Look for the string "content" in the material below. Copy every line where you find it.

--*--

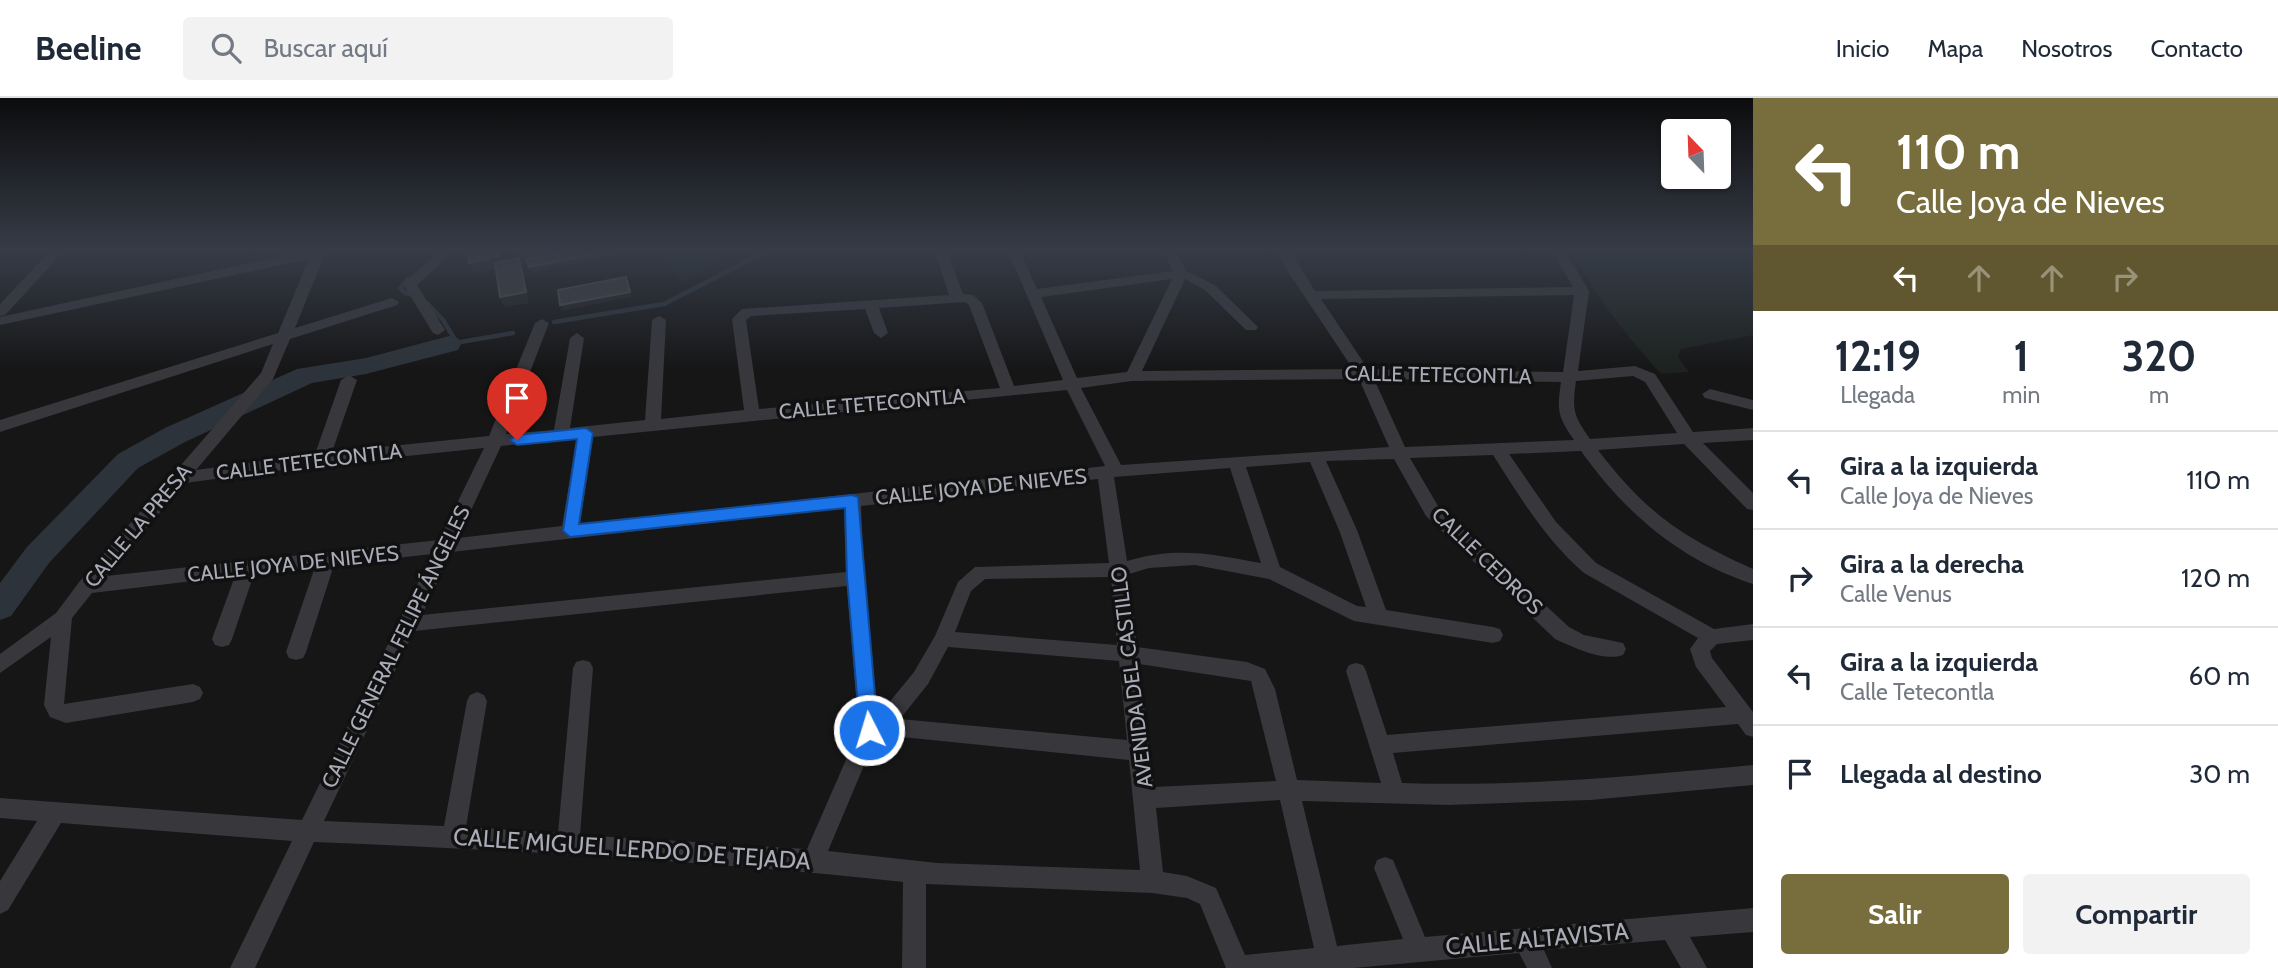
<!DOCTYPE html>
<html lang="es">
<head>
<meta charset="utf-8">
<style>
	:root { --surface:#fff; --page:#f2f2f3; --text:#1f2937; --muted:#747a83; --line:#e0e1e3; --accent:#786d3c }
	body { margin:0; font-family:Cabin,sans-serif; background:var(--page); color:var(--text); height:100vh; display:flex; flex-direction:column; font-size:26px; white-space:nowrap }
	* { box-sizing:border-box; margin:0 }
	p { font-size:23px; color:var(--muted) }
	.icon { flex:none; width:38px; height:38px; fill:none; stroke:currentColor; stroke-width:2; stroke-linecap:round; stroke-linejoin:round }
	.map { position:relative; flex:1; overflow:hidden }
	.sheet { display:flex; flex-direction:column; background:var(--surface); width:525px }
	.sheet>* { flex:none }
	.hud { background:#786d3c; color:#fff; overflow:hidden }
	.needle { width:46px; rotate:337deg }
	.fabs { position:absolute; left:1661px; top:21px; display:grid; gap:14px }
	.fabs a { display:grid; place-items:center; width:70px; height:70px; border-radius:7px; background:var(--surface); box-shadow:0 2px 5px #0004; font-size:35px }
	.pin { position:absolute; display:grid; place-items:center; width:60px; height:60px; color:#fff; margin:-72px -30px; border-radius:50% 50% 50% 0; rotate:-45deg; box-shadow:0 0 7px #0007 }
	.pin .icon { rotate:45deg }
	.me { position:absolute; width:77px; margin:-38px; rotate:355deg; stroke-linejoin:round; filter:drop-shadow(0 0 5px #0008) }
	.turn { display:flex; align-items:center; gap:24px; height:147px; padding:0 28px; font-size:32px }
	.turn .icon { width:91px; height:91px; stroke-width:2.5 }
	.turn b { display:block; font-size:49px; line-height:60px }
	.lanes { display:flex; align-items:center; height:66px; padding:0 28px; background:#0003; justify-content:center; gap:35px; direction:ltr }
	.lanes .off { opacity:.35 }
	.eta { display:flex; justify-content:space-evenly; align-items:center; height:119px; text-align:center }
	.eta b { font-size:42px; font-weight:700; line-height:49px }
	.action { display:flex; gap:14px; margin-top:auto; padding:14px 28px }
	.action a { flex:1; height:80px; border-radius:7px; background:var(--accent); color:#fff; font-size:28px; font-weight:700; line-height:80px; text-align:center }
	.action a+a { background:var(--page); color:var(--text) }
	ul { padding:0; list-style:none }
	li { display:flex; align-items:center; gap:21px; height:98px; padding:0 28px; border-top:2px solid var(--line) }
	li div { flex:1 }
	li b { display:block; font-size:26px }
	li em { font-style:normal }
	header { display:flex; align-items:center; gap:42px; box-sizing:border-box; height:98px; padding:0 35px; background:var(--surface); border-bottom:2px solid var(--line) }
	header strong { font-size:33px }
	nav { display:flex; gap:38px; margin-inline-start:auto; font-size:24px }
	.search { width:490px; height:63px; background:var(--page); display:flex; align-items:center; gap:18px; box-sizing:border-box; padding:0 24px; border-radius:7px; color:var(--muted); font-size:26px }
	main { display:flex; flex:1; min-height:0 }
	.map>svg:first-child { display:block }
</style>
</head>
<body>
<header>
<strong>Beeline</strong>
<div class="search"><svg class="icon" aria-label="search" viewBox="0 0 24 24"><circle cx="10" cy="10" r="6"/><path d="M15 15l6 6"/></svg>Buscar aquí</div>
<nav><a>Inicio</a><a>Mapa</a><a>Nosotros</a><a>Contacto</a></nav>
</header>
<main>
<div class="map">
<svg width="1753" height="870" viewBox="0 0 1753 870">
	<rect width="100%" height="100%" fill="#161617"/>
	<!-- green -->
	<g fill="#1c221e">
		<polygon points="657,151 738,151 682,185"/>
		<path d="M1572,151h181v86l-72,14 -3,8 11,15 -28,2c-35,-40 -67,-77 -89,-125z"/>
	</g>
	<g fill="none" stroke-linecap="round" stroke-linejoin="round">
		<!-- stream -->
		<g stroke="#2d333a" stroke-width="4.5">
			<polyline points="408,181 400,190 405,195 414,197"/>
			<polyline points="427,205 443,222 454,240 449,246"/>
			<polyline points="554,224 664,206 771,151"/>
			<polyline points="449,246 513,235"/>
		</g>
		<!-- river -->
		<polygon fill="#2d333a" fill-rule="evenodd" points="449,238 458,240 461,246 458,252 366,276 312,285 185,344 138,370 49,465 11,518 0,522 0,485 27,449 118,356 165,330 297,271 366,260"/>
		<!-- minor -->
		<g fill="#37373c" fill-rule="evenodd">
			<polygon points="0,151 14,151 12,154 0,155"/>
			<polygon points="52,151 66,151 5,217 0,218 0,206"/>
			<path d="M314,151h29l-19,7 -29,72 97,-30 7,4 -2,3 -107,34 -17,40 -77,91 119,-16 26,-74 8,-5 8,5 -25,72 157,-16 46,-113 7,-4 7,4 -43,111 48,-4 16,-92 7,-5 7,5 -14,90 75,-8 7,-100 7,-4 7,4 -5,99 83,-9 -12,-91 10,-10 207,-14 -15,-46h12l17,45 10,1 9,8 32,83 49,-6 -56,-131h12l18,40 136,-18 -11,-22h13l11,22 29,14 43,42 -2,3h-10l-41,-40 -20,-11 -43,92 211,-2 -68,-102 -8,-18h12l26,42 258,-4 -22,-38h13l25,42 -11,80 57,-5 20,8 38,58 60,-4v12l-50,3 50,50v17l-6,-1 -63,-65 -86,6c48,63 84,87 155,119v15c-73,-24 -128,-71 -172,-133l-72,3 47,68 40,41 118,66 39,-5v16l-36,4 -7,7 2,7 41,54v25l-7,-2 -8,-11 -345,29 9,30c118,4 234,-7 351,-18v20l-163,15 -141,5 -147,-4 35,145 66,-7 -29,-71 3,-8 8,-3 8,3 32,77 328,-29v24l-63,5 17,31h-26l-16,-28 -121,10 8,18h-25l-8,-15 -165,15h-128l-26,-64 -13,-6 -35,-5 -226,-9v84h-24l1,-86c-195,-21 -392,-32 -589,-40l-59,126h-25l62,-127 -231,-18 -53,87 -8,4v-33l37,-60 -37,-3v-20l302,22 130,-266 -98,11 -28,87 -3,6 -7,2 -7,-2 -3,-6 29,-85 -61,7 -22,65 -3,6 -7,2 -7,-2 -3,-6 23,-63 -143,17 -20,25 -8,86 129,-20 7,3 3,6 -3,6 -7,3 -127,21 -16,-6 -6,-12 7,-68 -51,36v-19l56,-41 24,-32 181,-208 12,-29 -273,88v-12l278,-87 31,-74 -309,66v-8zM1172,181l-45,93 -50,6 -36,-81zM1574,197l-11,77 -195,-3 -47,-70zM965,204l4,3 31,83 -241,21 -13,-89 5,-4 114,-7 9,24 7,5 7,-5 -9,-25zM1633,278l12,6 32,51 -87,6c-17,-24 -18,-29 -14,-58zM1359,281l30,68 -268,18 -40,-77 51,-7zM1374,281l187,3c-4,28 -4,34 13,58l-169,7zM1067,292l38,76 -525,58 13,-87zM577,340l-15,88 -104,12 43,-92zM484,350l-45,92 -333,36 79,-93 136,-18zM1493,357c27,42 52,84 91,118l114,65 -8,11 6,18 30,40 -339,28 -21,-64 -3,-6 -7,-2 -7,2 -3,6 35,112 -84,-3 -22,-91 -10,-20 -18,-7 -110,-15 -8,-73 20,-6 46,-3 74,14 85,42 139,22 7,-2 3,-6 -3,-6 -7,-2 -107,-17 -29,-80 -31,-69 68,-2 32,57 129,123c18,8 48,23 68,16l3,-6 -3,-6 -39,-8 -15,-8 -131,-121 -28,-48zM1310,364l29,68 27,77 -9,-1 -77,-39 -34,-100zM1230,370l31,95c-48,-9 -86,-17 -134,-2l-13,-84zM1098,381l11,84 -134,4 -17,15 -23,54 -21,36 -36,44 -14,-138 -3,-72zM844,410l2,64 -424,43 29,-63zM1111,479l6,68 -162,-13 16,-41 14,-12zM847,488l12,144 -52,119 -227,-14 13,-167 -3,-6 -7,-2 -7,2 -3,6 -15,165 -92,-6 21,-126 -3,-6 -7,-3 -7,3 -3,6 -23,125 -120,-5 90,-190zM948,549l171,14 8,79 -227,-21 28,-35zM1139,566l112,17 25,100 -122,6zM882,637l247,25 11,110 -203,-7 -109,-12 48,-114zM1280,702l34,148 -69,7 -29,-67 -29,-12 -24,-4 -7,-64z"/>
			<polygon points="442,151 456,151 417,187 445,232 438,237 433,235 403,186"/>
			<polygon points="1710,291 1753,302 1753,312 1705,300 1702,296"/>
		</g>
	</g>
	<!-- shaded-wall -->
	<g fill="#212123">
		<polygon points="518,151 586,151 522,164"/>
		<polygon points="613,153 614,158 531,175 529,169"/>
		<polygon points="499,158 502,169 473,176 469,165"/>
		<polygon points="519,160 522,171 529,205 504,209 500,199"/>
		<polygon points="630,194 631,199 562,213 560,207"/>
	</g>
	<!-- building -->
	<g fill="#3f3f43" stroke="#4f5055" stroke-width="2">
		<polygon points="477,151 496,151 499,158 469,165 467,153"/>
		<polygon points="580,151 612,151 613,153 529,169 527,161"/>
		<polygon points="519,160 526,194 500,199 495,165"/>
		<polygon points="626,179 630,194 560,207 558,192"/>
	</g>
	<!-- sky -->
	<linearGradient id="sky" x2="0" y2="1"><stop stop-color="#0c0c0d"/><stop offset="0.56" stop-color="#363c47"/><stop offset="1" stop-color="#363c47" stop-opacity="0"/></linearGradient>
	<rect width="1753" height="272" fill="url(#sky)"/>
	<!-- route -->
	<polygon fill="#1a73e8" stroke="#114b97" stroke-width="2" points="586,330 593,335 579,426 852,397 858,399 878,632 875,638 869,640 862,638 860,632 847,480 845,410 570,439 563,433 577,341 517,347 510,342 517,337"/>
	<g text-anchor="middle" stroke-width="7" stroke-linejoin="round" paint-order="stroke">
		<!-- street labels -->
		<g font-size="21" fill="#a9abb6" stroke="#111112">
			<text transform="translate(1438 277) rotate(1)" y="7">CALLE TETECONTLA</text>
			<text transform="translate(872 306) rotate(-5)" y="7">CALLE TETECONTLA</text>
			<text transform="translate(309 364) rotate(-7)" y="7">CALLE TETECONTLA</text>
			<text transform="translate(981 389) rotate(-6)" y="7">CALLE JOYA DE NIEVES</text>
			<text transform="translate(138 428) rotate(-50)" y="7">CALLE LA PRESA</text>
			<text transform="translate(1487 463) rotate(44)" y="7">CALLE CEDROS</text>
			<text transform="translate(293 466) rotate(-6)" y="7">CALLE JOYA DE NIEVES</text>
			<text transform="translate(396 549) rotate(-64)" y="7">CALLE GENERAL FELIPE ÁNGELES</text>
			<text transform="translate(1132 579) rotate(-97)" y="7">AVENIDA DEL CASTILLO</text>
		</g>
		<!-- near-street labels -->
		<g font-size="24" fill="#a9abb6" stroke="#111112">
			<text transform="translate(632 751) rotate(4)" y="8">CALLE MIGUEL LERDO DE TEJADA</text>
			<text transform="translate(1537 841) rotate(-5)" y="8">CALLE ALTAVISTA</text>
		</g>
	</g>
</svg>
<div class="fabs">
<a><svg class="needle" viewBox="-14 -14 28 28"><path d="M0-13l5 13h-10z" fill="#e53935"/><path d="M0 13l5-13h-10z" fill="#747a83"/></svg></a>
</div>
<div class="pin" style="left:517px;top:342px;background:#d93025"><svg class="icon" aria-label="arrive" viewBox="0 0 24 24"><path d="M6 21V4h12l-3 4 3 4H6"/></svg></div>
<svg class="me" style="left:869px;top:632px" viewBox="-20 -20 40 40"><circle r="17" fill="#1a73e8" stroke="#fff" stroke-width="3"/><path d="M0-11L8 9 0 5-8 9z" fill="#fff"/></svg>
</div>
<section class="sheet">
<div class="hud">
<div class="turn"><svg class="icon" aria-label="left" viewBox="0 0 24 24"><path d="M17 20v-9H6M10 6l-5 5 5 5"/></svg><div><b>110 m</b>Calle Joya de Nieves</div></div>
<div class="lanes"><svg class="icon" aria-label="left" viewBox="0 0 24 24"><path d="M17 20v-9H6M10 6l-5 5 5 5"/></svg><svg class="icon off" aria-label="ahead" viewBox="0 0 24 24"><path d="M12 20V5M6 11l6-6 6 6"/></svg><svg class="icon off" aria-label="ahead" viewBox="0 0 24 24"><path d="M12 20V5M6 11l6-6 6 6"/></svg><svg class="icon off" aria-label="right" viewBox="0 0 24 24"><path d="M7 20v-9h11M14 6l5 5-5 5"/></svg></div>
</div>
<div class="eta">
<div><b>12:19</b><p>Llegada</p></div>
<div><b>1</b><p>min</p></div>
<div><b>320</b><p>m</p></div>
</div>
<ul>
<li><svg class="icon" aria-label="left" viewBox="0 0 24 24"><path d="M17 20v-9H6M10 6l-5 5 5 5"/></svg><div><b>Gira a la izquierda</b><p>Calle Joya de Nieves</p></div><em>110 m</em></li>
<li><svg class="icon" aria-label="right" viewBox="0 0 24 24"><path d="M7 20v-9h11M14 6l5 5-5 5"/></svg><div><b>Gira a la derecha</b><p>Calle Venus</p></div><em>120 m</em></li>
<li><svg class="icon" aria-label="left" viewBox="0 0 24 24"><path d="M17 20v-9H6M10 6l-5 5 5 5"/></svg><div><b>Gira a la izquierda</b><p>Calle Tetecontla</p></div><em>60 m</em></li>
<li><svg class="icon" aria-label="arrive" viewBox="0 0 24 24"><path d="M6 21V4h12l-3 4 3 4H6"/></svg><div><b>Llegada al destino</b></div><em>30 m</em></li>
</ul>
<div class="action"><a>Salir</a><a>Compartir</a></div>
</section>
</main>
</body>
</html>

--*--

◆ RESPONSE BOX ◆
	.lanes { display:flex; align-items:center; height:66px; padding:0 28px; background:#0003; justify-content:center; gap:35px; direction:ltr }
	.eta { display:flex; justify-content:space-evenly; align-items:center; height:119px; text-align:center }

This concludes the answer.